# Stored items
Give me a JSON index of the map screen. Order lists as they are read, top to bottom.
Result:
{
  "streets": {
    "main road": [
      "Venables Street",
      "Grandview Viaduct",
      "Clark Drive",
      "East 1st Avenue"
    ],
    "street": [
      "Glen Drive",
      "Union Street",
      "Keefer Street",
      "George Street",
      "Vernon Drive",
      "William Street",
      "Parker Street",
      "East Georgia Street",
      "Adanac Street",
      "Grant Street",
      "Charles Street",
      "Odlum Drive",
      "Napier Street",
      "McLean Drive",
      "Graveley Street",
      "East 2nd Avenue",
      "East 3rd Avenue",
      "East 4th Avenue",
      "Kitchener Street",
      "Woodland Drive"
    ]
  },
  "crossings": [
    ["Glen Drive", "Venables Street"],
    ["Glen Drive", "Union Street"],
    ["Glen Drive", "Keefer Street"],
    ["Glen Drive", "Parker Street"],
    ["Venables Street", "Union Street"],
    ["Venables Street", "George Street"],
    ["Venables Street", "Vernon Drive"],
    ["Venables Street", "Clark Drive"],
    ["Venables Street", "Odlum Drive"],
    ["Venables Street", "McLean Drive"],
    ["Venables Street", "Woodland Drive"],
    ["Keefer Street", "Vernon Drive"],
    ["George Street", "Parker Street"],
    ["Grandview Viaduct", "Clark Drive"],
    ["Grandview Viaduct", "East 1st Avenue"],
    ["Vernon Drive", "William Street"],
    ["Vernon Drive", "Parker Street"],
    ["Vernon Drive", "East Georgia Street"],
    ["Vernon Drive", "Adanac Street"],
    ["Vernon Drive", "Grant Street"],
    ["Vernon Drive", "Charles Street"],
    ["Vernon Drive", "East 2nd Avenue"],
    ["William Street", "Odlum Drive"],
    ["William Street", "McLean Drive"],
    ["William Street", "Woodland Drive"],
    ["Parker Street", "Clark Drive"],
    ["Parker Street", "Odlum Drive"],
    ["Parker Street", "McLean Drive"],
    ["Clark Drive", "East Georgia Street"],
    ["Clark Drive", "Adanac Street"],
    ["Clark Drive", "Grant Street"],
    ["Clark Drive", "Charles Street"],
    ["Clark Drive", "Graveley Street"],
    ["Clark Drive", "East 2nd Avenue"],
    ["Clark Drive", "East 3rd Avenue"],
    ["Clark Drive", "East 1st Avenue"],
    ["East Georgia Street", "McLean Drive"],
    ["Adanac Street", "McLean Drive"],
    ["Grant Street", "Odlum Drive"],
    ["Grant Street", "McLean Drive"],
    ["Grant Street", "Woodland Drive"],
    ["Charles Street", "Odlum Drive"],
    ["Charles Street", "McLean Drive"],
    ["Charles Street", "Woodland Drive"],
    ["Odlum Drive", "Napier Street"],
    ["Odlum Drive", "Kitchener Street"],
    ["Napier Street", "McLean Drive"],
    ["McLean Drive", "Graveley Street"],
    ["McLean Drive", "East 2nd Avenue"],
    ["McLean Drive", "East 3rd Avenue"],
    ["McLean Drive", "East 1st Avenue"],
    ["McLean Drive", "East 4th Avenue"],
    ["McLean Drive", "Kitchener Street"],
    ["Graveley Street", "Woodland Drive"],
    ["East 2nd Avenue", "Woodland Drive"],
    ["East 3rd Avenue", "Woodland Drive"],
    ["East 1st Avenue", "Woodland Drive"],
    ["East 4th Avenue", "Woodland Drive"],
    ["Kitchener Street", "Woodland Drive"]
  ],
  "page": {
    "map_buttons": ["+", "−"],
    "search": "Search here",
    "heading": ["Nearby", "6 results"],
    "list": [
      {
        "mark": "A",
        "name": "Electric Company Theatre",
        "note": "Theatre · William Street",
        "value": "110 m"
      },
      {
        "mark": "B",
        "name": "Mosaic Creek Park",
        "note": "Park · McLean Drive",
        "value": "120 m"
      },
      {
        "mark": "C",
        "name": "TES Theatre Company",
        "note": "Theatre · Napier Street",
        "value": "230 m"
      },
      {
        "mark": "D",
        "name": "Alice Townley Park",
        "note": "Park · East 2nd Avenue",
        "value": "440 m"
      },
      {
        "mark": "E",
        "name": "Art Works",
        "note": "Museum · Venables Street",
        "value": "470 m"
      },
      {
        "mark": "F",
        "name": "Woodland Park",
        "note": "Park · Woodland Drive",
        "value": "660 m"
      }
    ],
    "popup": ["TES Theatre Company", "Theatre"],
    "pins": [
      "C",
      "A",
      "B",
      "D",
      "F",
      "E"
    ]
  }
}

# Your assignment
Write out every record shown above, word for word.

# Result of the task
Give me a JSON index of the map screen. Order lists as they are read, top to bottom.
Result:
{
  "streets": {
    "main road": [
      "Venables Street",
      "Grandview Viaduct",
      "Clark Drive",
      "East 1st Avenue"
    ],
    "street": [
      "Glen Drive",
      "Union Street",
      "Keefer Street",
      "George Street",
      "Vernon Drive",
      "William Street",
      "Parker Street",
      "East Georgia Street",
      "Adanac Street",
      "Grant Street",
      "Charles Street",
      "Odlum Drive",
      "Napier Street",
      "McLean Drive",
      "Graveley Street",
      "East 2nd Avenue",
      "East 3rd Avenue",
      "East 4th Avenue",
      "Kitchener Street",
      "Woodland Drive"
    ]
  },
  "crossings": [
    ["Glen Drive", "Venables Street"],
    ["Glen Drive", "Union Street"],
    ["Glen Drive", "Keefer Street"],
    ["Glen Drive", "Parker Street"],
    ["Venables Street", "Union Street"],
    ["Venables Street", "George Street"],
    ["Venables Street", "Vernon Drive"],
    ["Venables Street", "Clark Drive"],
    ["Venables Street", "Odlum Drive"],
    ["Venables Street", "McLean Drive"],
    ["Venables Street", "Woodland Drive"],
    ["Keefer Street", "Vernon Drive"],
    ["George Street", "Parker Street"],
    ["Grandview Viaduct", "Clark Drive"],
    ["Grandview Viaduct", "East 1st Avenue"],
    ["Vernon Drive", "William Street"],
    ["Vernon Drive", "Parker Street"],
    ["Vernon Drive", "East Georgia Street"],
    ["Vernon Drive", "Adanac Street"],
    ["Vernon Drive", "Grant Street"],
    ["Vernon Drive", "Charles Street"],
    ["Vernon Drive", "East 2nd Avenue"],
    ["William Street", "Odlum Drive"],
    ["William Street", "McLean Drive"],
    ["William Street", "Woodland Drive"],
    ["Parker Street", "Clark Drive"],
    ["Parker Street", "Odlum Drive"],
    ["Parker Street", "McLean Drive"],
    ["Clark Drive", "East Georgia Street"],
    ["Clark Drive", "Adanac Street"],
    ["Clark Drive", "Grant Street"],
    ["Clark Drive", "Charles Street"],
    ["Clark Drive", "Graveley Street"],
    ["Clark Drive", "East 2nd Avenue"],
    ["Clark Drive", "East 3rd Avenue"],
    ["Clark Drive", "East 1st Avenue"],
    ["East Georgia Street", "McLean Drive"],
    ["Adanac Street", "McLean Drive"],
    ["Grant Street", "Odlum Drive"],
    ["Grant Street", "McLean Drive"],
    ["Grant Street", "Woodland Drive"],
    ["Charles Street", "Odlum Drive"],
    ["Charles Street", "McLean Drive"],
    ["Charles Street", "Woodland Drive"],
    ["Odlum Drive", "Napier Street"],
    ["Odlum Drive", "Kitchener Street"],
    ["Napier Street", "McLean Drive"],
    ["McLean Drive", "Graveley Street"],
    ["McLean Drive", "East 2nd Avenue"],
    ["McLean Drive", "East 3rd Avenue"],
    ["McLean Drive", "East 1st Avenue"],
    ["McLean Drive", "East 4th Avenue"],
    ["McLean Drive", "Kitchener Street"],
    ["Graveley Street", "Woodland Drive"],
    ["East 2nd Avenue", "Woodland Drive"],
    ["East 3rd Avenue", "Woodland Drive"],
    ["East 1st Avenue", "Woodland Drive"],
    ["East 4th Avenue", "Woodland Drive"],
    ["Kitchener Street", "Woodland Drive"]
  ],
  "page": {
    "map_buttons": ["+", "−"],
    "search": "Search here",
    "heading": ["Nearby", "6 results"],
    "list": [
      {
        "mark": "A",
        "name": "Electric Company Theatre",
        "note": "Theatre · William Street",
        "value": "110 m"
      },
      {
        "mark": "B",
        "name": "Mosaic Creek Park",
        "note": "Park · McLean Drive",
        "value": "120 m"
      },
      {
        "mark": "C",
        "name": "TES Theatre Company",
        "note": "Theatre · Napier Street",
        "value": "230 m"
      },
      {
        "mark": "D",
        "name": "Alice Townley Park",
        "note": "Park · East 2nd Avenue",
        "value": "440 m"
      },
      {
        "mark": "E",
        "name": "Art Works",
        "note": "Museum · Venables Street",
        "value": "470 m"
      },
      {
        "mark": "F",
        "name": "Woodland Park",
        "note": "Park · Woodland Drive",
        "value": "660 m"
      }
    ],
    "popup": ["TES Theatre Company", "Theatre"],
    "pins": [
      "C",
      "A",
      "B",
      "D",
      "F",
      "E"
    ]
  }
}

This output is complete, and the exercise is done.